One afternoon, during my junior year in college, I sat in biology class, befuddled as usual. So I tuned out the teacher, flipped a page in my notebook, and wrote out my post-college goals. They were as follows:
1. Be a writer.
2. Live in a big city.
3. Have a partner.
Miraculously, within eight years, I'd achieved everything on my to-do list. You'd think I've been content ever since--and I am, at least where the city (San Francisco) and the partner (Nick) are concerned. And yet, I continue to strive, plot, and scheme. I'm always looking ahead at what's next, whether it's my next career move or my next meal (or both).

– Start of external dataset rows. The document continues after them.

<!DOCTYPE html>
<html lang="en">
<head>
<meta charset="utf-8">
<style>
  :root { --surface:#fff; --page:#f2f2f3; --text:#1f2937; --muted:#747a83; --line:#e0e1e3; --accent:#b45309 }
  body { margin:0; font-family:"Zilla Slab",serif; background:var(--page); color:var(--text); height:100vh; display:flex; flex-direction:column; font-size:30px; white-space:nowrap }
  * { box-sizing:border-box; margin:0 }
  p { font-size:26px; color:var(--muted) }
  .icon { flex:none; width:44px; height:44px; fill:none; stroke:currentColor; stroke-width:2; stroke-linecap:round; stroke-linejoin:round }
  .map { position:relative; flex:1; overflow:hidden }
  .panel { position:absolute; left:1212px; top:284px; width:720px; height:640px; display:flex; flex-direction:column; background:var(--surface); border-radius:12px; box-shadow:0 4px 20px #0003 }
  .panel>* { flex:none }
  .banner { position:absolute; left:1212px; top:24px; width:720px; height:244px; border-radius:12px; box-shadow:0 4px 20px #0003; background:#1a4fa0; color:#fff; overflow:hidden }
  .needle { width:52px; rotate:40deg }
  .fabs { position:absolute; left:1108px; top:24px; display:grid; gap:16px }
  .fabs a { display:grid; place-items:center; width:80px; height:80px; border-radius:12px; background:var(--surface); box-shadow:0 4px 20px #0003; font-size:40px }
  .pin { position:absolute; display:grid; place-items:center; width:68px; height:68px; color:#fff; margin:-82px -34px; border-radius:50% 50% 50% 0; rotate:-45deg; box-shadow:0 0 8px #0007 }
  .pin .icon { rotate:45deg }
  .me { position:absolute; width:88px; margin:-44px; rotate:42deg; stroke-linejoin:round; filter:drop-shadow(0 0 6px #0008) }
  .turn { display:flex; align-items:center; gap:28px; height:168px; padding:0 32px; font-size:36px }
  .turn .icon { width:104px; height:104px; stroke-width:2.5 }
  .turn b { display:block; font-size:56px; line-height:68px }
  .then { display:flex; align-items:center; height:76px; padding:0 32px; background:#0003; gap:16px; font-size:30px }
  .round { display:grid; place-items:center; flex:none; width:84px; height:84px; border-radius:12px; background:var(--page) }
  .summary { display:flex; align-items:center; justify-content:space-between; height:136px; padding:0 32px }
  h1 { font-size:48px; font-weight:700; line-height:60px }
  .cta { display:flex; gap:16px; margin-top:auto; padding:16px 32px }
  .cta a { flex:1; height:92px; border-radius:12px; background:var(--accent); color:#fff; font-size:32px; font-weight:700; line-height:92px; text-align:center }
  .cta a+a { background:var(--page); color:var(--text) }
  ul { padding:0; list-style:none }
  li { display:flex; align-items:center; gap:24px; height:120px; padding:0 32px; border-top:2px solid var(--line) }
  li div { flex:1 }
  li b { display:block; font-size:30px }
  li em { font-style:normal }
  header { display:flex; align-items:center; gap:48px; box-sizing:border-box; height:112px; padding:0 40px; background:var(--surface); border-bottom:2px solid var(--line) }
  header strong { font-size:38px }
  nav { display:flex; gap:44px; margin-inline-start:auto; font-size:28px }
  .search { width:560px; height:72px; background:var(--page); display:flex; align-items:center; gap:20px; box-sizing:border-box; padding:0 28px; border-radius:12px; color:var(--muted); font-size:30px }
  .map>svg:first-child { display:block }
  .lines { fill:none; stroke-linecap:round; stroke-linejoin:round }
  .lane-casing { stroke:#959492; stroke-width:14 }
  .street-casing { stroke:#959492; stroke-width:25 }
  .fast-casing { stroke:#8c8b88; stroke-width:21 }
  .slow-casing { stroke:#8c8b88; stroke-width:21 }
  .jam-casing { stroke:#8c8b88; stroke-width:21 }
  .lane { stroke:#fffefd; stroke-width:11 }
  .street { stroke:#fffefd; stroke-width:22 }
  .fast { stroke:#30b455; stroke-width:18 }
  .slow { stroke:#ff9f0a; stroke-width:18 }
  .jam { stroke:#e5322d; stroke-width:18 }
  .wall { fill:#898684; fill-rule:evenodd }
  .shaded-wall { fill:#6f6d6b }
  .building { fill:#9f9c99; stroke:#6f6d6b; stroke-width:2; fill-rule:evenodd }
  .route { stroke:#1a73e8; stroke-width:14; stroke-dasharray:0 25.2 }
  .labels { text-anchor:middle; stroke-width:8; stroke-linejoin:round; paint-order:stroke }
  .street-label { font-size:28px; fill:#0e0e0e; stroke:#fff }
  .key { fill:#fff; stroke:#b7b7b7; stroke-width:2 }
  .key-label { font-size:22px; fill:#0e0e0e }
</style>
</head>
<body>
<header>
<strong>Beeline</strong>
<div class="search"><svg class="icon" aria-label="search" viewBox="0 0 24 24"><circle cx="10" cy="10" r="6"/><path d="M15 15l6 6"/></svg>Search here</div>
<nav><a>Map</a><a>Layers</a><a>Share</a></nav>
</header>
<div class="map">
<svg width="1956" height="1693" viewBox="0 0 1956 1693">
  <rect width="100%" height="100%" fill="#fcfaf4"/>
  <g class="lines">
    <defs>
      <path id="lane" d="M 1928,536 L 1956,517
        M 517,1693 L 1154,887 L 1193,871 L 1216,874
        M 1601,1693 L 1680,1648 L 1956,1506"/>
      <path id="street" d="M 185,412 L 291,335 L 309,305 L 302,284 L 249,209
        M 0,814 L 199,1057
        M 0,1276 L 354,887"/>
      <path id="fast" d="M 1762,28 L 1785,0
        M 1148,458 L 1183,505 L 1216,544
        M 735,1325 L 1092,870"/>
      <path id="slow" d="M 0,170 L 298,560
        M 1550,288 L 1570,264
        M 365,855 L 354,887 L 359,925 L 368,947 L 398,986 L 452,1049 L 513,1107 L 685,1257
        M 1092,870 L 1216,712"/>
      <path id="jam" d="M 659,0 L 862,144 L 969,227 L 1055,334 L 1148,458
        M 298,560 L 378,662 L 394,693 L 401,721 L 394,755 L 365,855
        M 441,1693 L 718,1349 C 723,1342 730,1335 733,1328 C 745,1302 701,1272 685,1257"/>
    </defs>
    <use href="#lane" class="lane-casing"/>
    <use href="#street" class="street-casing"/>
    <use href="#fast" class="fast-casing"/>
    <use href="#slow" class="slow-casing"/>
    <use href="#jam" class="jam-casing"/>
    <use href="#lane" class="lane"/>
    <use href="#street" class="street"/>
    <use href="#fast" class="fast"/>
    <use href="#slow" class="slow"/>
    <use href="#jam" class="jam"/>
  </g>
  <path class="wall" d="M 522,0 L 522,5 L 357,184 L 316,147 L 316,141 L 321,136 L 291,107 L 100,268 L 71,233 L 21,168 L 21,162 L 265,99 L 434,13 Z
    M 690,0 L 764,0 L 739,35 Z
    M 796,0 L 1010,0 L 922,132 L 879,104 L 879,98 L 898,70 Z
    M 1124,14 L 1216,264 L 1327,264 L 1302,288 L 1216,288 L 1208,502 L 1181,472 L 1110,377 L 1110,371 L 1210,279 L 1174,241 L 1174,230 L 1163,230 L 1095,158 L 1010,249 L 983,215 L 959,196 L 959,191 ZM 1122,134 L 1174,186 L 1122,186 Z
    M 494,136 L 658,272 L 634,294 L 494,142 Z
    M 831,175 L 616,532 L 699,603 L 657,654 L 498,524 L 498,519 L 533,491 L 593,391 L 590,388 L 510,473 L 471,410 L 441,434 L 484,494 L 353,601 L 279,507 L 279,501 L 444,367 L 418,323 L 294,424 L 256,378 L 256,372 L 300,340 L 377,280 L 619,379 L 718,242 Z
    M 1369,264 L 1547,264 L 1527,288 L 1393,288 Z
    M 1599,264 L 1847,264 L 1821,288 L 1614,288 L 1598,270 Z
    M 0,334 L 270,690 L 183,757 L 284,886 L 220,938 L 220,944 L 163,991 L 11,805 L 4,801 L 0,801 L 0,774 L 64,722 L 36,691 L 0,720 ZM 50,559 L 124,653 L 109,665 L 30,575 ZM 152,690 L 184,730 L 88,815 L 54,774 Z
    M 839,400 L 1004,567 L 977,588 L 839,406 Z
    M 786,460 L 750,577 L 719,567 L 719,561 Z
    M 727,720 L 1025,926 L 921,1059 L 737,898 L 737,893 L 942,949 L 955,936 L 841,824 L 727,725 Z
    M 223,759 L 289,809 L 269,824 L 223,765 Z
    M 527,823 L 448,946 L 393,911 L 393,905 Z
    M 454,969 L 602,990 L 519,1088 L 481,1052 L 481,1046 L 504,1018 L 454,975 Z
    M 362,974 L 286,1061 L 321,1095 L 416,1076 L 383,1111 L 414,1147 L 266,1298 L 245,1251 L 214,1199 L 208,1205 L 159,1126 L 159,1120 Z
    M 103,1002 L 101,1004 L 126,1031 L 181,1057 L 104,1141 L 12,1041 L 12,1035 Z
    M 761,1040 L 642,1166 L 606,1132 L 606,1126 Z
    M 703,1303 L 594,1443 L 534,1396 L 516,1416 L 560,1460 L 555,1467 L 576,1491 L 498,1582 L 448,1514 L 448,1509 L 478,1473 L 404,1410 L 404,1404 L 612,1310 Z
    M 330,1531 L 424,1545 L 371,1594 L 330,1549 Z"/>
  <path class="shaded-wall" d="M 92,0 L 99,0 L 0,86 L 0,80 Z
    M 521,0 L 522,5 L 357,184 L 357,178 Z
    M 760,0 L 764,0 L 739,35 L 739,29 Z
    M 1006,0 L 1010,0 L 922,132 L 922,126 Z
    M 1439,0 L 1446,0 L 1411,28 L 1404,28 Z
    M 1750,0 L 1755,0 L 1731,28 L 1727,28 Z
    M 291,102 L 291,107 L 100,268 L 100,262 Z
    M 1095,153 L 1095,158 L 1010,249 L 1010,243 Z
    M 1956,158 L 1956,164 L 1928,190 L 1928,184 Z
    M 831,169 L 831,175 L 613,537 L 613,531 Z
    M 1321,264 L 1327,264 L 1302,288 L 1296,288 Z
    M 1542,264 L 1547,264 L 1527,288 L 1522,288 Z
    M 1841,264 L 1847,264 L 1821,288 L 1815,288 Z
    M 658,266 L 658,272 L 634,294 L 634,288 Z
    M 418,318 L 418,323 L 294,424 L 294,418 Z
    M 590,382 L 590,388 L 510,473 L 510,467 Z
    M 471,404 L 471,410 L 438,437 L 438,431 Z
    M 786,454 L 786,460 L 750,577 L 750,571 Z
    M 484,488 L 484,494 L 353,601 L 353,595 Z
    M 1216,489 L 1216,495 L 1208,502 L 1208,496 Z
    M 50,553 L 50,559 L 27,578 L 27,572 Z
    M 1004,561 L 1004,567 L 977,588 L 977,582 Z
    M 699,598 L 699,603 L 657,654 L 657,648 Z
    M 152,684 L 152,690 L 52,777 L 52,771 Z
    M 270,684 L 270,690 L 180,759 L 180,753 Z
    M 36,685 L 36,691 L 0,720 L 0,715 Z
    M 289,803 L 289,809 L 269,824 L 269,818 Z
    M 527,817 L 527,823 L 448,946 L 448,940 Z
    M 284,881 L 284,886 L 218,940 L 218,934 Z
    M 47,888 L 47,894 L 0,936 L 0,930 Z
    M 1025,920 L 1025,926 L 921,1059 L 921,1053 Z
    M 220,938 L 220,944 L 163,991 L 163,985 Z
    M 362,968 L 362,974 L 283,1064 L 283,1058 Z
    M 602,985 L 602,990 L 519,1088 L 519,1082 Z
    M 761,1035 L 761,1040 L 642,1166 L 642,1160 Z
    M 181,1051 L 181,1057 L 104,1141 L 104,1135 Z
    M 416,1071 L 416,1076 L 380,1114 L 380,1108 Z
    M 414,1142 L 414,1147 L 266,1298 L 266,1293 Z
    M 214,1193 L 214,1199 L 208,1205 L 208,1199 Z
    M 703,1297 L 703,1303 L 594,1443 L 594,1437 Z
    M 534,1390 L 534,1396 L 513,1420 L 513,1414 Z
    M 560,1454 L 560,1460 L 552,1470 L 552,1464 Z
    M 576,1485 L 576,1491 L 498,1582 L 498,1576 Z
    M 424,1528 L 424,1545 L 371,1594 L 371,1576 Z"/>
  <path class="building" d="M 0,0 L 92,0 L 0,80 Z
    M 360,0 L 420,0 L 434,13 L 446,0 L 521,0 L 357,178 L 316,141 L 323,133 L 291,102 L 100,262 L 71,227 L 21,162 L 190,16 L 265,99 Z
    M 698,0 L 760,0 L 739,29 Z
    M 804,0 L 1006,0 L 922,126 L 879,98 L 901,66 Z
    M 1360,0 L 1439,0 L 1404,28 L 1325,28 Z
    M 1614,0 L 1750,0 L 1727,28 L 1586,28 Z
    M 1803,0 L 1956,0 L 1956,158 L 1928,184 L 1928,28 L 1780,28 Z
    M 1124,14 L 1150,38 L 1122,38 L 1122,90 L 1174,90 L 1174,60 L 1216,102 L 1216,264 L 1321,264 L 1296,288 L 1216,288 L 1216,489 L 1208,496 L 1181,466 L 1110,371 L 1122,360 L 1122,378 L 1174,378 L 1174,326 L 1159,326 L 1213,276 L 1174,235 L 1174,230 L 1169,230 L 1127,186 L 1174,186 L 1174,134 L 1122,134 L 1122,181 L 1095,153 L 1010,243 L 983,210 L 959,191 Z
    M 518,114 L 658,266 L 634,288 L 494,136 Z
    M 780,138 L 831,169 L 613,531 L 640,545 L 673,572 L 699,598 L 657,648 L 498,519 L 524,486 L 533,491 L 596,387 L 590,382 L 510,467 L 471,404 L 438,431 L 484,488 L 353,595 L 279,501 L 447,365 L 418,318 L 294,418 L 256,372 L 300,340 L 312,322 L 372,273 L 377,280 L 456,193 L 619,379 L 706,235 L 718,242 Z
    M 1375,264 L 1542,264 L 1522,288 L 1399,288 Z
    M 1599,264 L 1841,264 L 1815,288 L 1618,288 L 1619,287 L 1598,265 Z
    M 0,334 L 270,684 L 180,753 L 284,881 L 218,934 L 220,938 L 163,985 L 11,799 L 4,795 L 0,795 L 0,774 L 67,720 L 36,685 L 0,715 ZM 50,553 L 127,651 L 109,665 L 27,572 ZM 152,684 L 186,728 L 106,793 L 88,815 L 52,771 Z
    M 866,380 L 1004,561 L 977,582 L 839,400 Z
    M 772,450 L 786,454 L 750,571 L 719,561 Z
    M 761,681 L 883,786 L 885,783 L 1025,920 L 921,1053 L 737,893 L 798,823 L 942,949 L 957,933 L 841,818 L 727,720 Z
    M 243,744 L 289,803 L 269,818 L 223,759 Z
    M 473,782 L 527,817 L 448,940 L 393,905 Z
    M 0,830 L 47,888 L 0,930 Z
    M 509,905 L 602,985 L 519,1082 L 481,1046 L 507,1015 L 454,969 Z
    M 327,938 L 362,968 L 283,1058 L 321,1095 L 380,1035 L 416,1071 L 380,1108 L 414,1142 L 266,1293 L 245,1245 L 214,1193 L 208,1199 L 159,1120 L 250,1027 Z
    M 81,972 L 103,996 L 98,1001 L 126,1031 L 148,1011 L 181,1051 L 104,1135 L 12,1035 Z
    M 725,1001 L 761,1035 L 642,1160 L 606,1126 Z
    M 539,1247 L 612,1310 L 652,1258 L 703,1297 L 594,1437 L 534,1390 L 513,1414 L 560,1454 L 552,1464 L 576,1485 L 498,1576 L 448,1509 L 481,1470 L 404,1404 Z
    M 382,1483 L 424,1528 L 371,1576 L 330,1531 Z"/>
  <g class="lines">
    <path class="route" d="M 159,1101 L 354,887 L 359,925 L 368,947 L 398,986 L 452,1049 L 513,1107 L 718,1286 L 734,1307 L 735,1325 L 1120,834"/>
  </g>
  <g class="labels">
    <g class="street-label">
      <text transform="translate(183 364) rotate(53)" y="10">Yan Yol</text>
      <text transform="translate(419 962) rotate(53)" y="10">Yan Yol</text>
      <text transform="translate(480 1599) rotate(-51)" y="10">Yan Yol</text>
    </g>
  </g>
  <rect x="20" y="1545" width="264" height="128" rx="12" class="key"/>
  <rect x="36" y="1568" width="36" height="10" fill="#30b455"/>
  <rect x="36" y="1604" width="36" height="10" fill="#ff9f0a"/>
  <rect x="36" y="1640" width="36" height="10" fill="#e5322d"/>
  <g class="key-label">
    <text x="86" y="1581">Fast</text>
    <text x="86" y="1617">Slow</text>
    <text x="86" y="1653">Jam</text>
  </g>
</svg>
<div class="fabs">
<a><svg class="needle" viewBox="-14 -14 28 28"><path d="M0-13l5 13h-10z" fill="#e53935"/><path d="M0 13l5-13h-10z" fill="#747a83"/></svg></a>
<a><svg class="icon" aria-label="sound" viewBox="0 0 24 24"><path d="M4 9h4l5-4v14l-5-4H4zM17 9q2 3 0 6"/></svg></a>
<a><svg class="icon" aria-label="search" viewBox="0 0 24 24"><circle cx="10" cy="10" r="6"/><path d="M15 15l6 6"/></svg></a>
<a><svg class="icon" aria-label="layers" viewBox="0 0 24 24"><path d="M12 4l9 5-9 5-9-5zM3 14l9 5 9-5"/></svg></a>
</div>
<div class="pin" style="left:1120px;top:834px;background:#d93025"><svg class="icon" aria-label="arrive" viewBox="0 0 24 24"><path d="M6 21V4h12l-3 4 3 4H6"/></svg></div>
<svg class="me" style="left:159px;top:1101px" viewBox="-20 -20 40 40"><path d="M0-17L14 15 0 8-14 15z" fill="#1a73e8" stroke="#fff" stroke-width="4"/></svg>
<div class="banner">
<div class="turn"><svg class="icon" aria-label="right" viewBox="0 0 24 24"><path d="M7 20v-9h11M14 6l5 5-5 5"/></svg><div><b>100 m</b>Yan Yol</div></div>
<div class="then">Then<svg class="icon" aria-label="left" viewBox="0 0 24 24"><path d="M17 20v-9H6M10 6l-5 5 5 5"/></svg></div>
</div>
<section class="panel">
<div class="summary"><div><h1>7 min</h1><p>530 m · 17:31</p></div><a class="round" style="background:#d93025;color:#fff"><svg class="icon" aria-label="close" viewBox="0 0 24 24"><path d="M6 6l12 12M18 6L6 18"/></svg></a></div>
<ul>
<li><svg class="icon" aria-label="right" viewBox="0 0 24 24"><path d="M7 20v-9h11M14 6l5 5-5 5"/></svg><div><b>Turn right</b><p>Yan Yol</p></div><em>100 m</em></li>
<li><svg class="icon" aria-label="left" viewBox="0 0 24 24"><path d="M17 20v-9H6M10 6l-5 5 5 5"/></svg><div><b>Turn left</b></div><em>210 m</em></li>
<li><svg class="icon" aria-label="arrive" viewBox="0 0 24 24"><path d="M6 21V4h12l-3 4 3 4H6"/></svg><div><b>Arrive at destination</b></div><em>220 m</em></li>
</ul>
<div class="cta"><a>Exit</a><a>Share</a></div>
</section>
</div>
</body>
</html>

In that sense, I suspect I'm typically American. Unlike, say, the Italians, who savor il dolce far niente, Americans typically don't know how to appreciate "the sweetness of doing nothing." We're rarely content with where we are, what we have, who we are, and what we do. We're always looking for something else, something new, something more.
There's a fabulous scene in one of my favorite films, Key Largo, that expresses the perpetual American drive. Edward G. Robinson plays a gangster on the run, holding the occupants of a Florida hotel hostage so he can elude the police--as a hurricane approaches, no less. I'm paraphrasing and condensing here, but basically, Humphrey Bogart says to Edward G.: "I know what you want. You want more!," to which Edward G. heartily agrees.
Stay with me, as I'm about to connect the dots.
Last Friday was a warm, sunny day, so Nick and I did something we rarely do: play hooky. We scampered off to our favorite beach, Gray Whale Cove, just south of San Francisco. Nick snoozed on and off, I read the newspaper. And then I did something that's even more rare than playing hooky. I simply sat and watched the sunlight sparkle off the waves. After a while, my mind drifted back to my college junior days, when I scribbled down my life's goals in biology class. I saw myself then and now. I felt a deep contentment.
As I continued to watch the sea with no purpose in mind, I noticed a spout of water shooting up, about 100 yards off shore. The water often sprays upward here after crashing against a rock, so I didn't think much about it. And then, another spout, and another, and before long, a large black fin poked through the waves, followed by another. Whales! In all the years we've enjoyed Gray Whale Cove, we had never seen a whale here before. (I tried to grab a photo; below is the best I could manage.)
Maybe the whales were there on previous visits and I just didn't see them? Who knows. But this much is certain. If we hadn't taken time off to "do nothing"--i.e., go to the beach--and if I hadn't been gazing at the sea without motivation, I'd probably have missed this thrilling example of biology in action. Or, to put it another way, by not looking for "more," I found it.